South Jakarta – Ratu hip-hop Jepang Awich telah merilis album terbarunya ‘Okinawan Wuman’ hari Jumat lalu. Single “Fear Us” menjadi single utama dalam momentum perilisan album baru Awich ini. Bintang hip-hop Joey Basa$$ dan RZA dari Wu-Tang Clan difitur di lagu “Fear Us”. Dengarkan album “Okinawan Wuman” di tautan ini.
Album ‘Okinawan Wuman’ adalah sebuah proyek musik yang memadukan hip-hop khas Amerika Serikat dan Jepang lewat flow serba dinamis dari Awich, dibalut dengan sound ikonik RZA. Awich menyebut album ini sebagai surat cintanya kepada musik hip-hop Amerika yang ia mulai cintai saat ia tumbuh dewasa di Okinawa, Jepang.
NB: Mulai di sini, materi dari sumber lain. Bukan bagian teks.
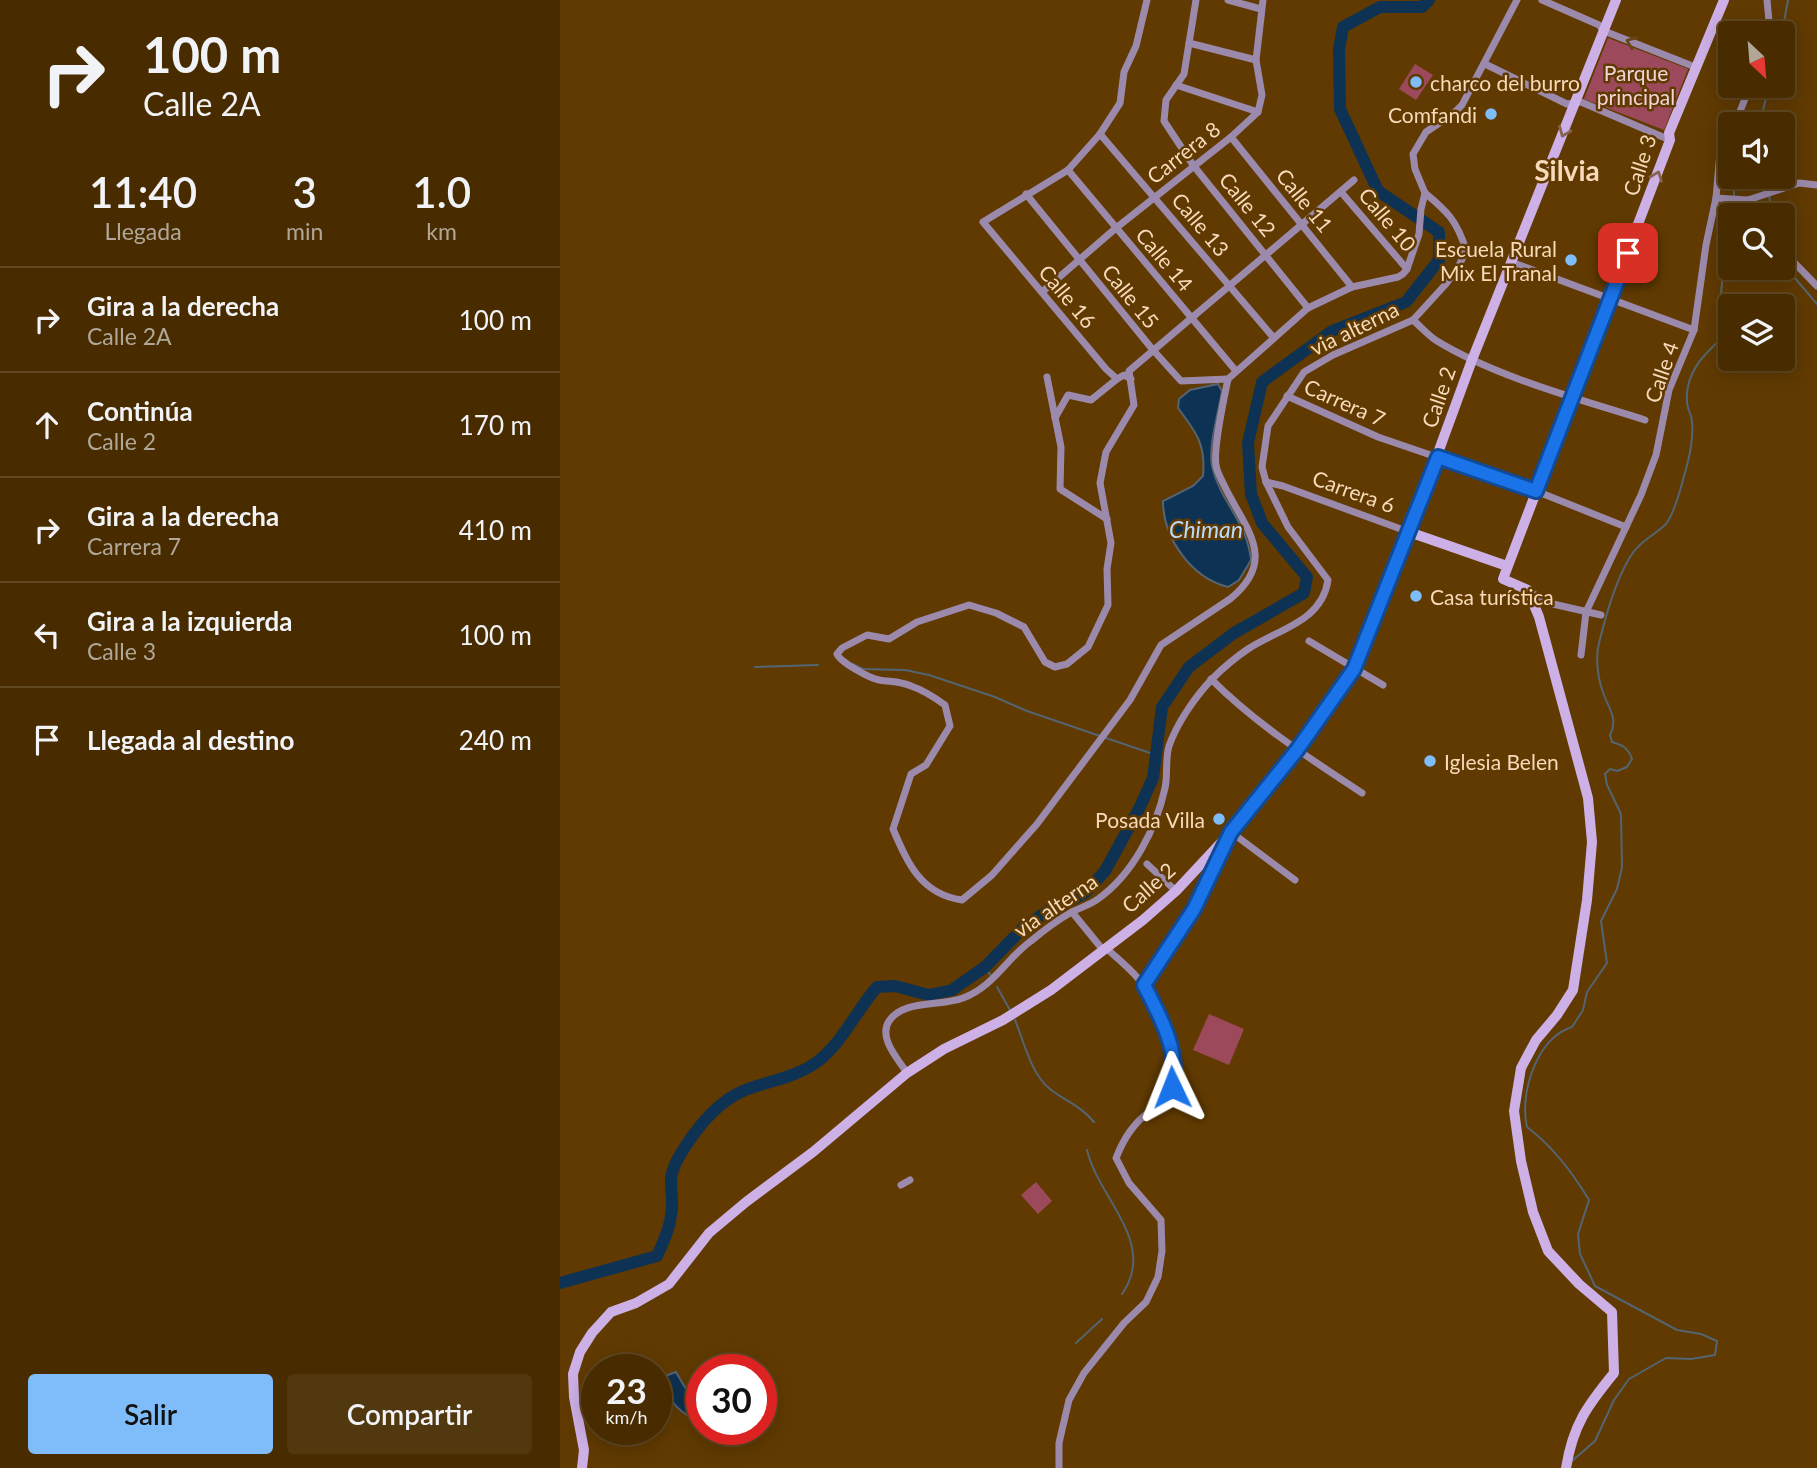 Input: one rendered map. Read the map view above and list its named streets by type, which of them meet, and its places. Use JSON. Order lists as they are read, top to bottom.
{
  "streets": {
    "main road": ["Calle 3", "Calle 2", "Carrera 6"],
    "street": [
      "Carrera 8",
      "Calle 11",
      "Calle 12",
      "Calle 10",
      "Calle 13",
      "Calle 14",
      "Calle 16",
      "Calle 15",
      "via alterna",
      "Calle 4",
      "Carrera 7"
    ]
  },
  "crossings": [
    ["Carrera 8", "Calle 11"],
    ["Carrera 8", "Calle 12"],
    ["Carrera 8", "Calle 13"],
    ["Carrera 8", "Calle 14"],
    ["Carrera 8", "Calle 16"],
    ["Carrera 8", "Calle 15"],
    ["Calle 3", "Carrera 7"],
    ["Calle 3", "Carrera 6"],
    ["Calle 16", "Calle 15"],
    ["via alterna", "Calle 2"],
    ["via alterna", "Carrera 7"],
    ["via alterna", "Carrera 6"],
    ["Calle 4", "Carrera 7"],
    ["Calle 2", "Carrera 7"],
    ["Calle 2", "Carrera 6"]
  ],
  "districts": ["Silvia"],
  "water": ["Chiman"],
  "parks": ["Parque principal"],
  "places": [
    "charco del burro",
    "Comfandi",
    "Escuela Rural Mix El Tranal",
    "Casa turística",
    "Iglesia Belen",
    "Posada Villa"
  ],
  "north": "bottom right",
  "page": {
    "turn": ["100 m", "Calle 2A"],
    "eta": [
      "11:40",
      "Llegada",
      "3",
      "min",
      "1.0",
      "km"
    ],
    "list": [
      {
        "name": "Gira a la derecha",
        "note": "Calle 2A",
        "value": "100 m"
      },
      {
        "name": "Continúa",
        "note": "Calle 2",
        "value": "170 m"
      },
      {
        "name": "Gira a la derecha",
        "note": "Carrera 7",
        "value": "410 m"
      },
      {
        "name": "Gira a la izquierda",
        "note": "Calle 3",
        "value": "100 m"
      },
      {
        "name": "Llegada al destino",
        "value": "240 m"
      }
    ],
    "speed": "23 km/h",
    "limit": "30",
    "buttons": ["Salir", "Compartir"]
  }
}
“Aku lahir dan dibesarkan di Okinawa, tempat yang mempertemukan banyak budaya, sejarah, dan insting untuk bertahan,” ujar Awich tentang pembuatan album ini. “Okinawa adalah sebuah persimpangan antara Jepang dan Amerika Serikat yang dipengaruhi oleh kependudukan Amerika dan masih membawa nuansa basis militer hingga hari ini. The Abbott atau RZA, kembali menginjak benua Asia yang merupakan tempat penting dalam perjalanan Wu-Tang Clan. Mereka pun membangun fondasi album ini. Di saat dunia bergerak dengan sangat cepat, aku memilih untuk bergerak dengan penuh makna sambil aku menyelesaikan album ini untuk melengkapi cerita-cerita yang sudah aku bawa sejak aku kecil. Lewat album ini aku mendorong adanya rasa kebersamaan yang baru, mencakup banyak kultur, perbatasan, dan segala hal yang memisahkan kita,” tutupnya.
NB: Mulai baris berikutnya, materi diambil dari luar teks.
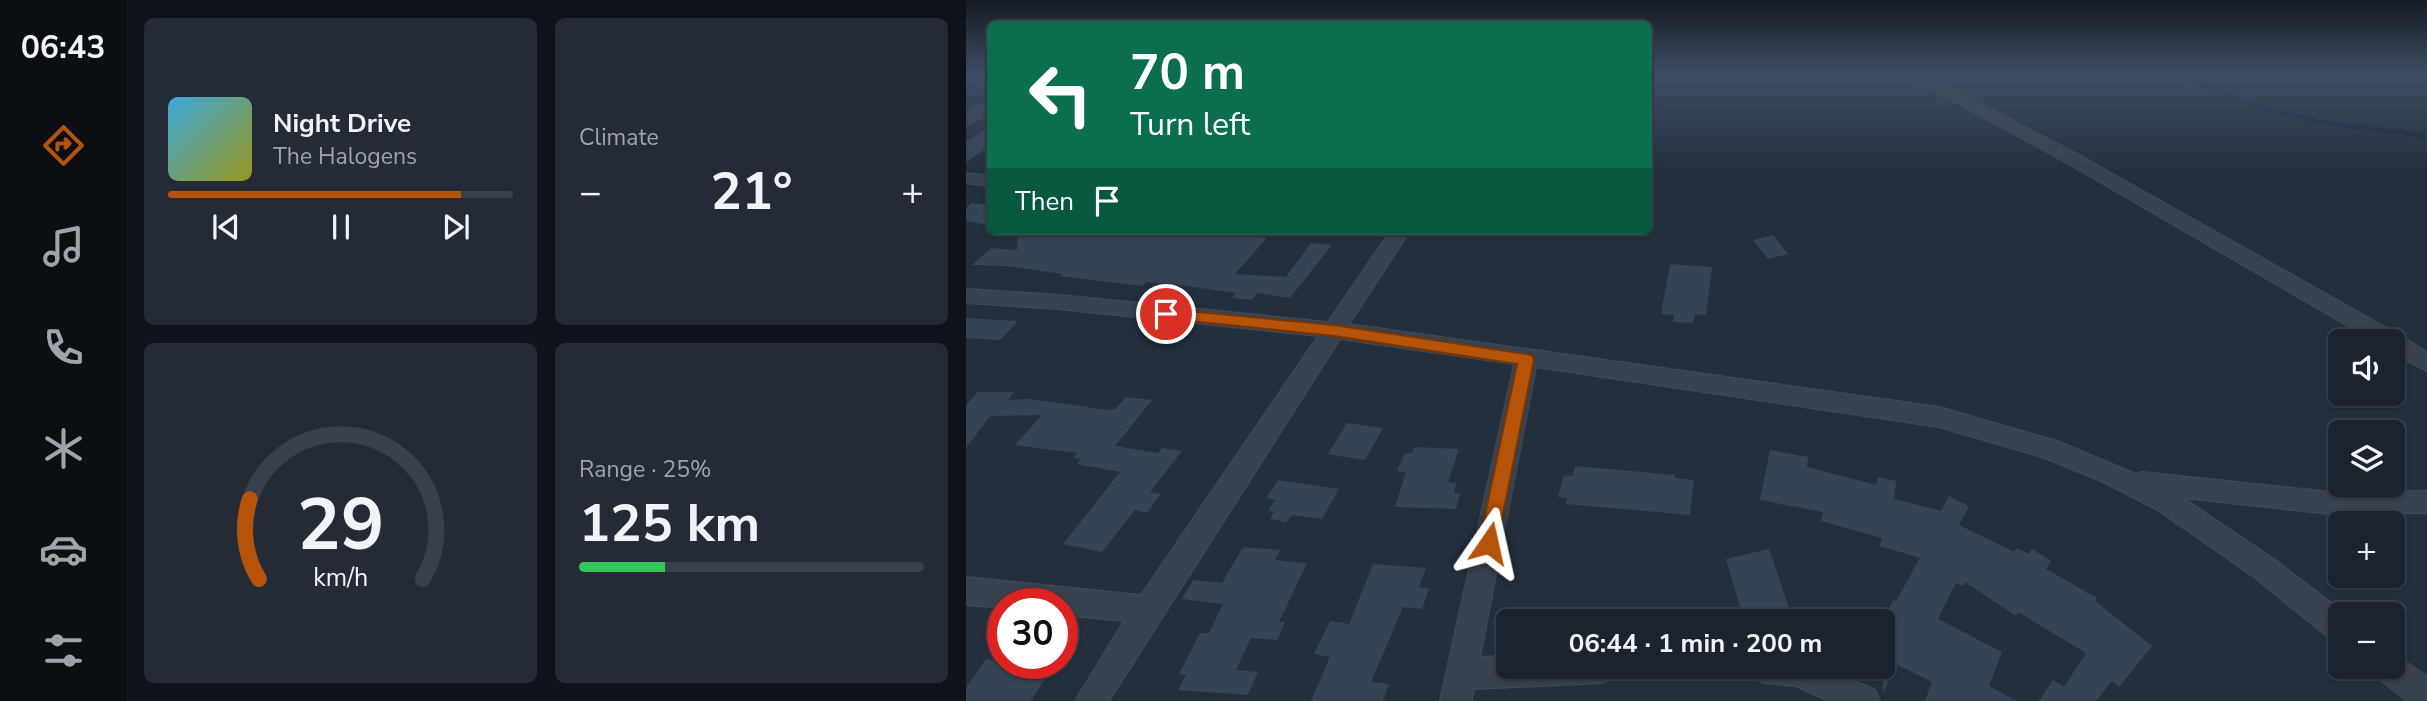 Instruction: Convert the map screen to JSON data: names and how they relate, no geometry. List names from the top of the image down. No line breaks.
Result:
{"page":{"tabs":"06:43","tile":["Climate",["Range · 25%","125 km"]],"turn":["70 m","Turn left"],"song":["Night Drive","The Halogens"],"heat":["−","21°","+"],"then":"Then","map_buttons":["+","−"],"limit":"30","trip":"06:44 · 1 min · 200 m","gauge":["29","km/h"]}}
Album ini menampilkan sejumlah kolaborasi menarik dengan Joey Bada$$, Westside Gunn, 454, dan MIKE, serta Ferg dan Lupe Fiasco di lagu “Butcher Shop” dan “Wax On Wax Off” yang sebelumnya sudah dirilis.
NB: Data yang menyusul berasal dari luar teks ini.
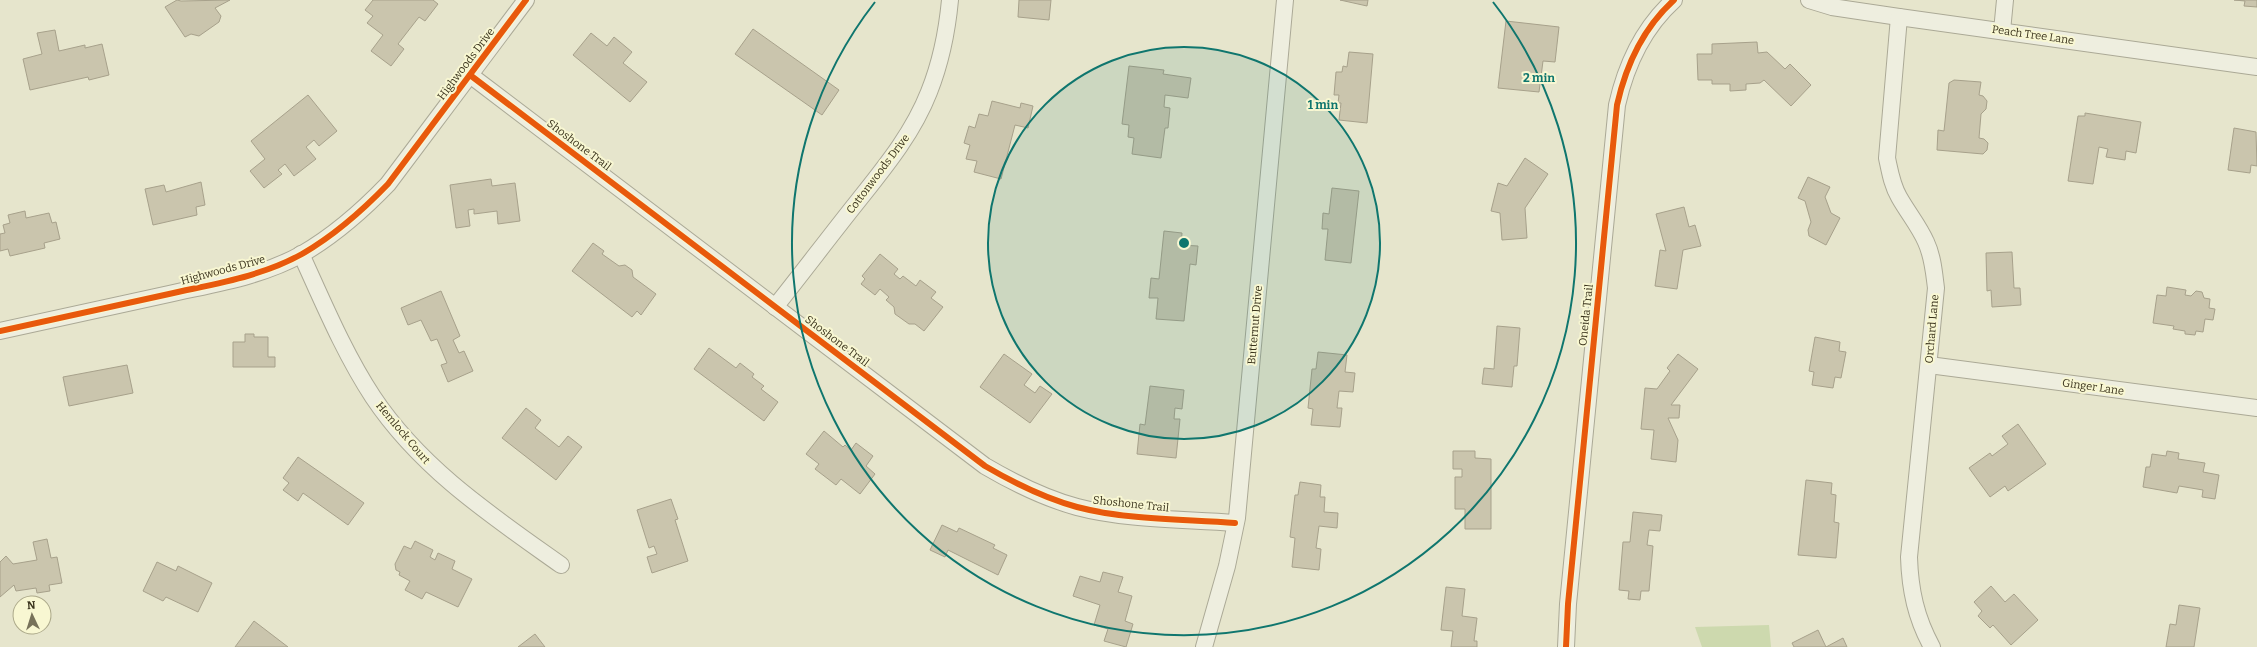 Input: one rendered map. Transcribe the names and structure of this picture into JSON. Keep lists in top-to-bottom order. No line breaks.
{"streets":{"street":["Peach Tree Lane","Highwoods Drive","Shoshone Trail","Cottonwoods Drive","Oneida Trail","Butternut Drive","Orchard Lane","Ginger Lane","Hemlock Court"]},"crossings":[["Peach Tree Lane","Orchard Lane"],["Highwoods Drive","Shoshone Trail"],["Highwoods Drive","Hemlock Court"],["Shoshone Trail","Cottonwoods Drive"],["Shoshone Trail","Butternut Drive"],["Orchard Lane","Ginger Lane"]],"north":"top","rings":["2 min","1 min"]} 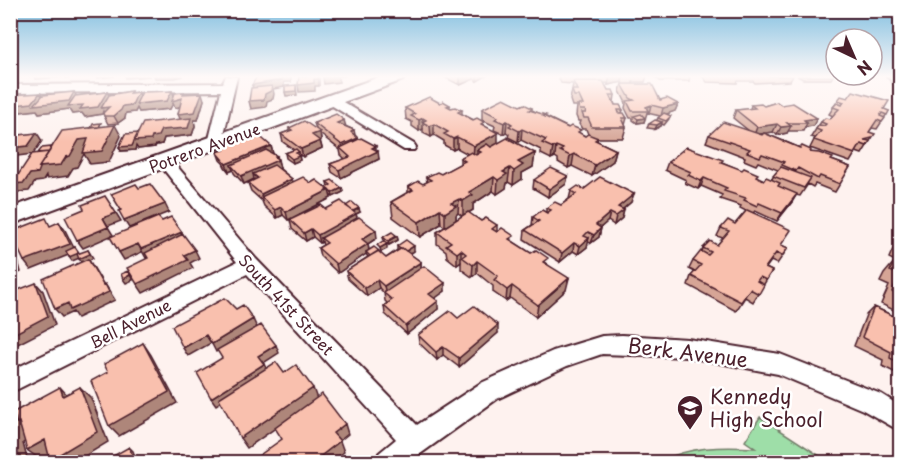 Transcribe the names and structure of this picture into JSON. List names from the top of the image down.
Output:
{
  "streets": {
    "street": [
      "Potrero Avenue",
      "South 41st Street",
      "Bell Avenue",
      "Berk Avenue"
    ]
  },
  "crossings": [
    ["Potrero Avenue", "South 41st Street"],
    ["South 41st Street", "Bell Avenue"],
    ["South 41st Street", "Berk Avenue"]
  ],
  "places": {
    "school or university": ["Kennedy High School"]
  },
  "north": "bottom right"
}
Kolaborasi yang mendobrak batasan genre dan generasi ini menjadi momen Awich melangkahkan kaki ke dalam skena hip-hop Amerika Serikat. Lagu “Butcher Shop” menjadi momen historis di mana akar dan masa depan hip-hop Jepang dapat saling terhubung dengan jantung dari skena rap Amerika Serikat.

Tentang Awich
Awich merupakan singkatan dari “Asia Wish Child”. Ia merasa nama “Awich” merefleksikan segala impian yang miliki sejak ia lahir dan tumbuh besar di pulau Okinawa, Jepang. Awich debut lewat EP ‘Inner Research’ pada 2006 yang juga menjadi tahun di mana ia pindah ke Atlanta, Georgia, Amerika Serikat. Di sana ia memproduseri album perdananya sendiri ‘Asia Wish Child’ yang ia rilis pada 2007. Ia kemudian pindah kembali ke Jepang dan memulai proses introspeksi diri yang kemudian membantunya menemukan arti dari kehidupan, cinta, dan makna dari memaafkan. Ia pun kembali merilis album ke-2-nya, ‘8’, pada 2017 dengan perspektif global yang ia miliki dan sentuhan feminin khasnya yang membuat musiknya terdengar singular namun tetap relatable bagi banyak orang di seluruh dunia.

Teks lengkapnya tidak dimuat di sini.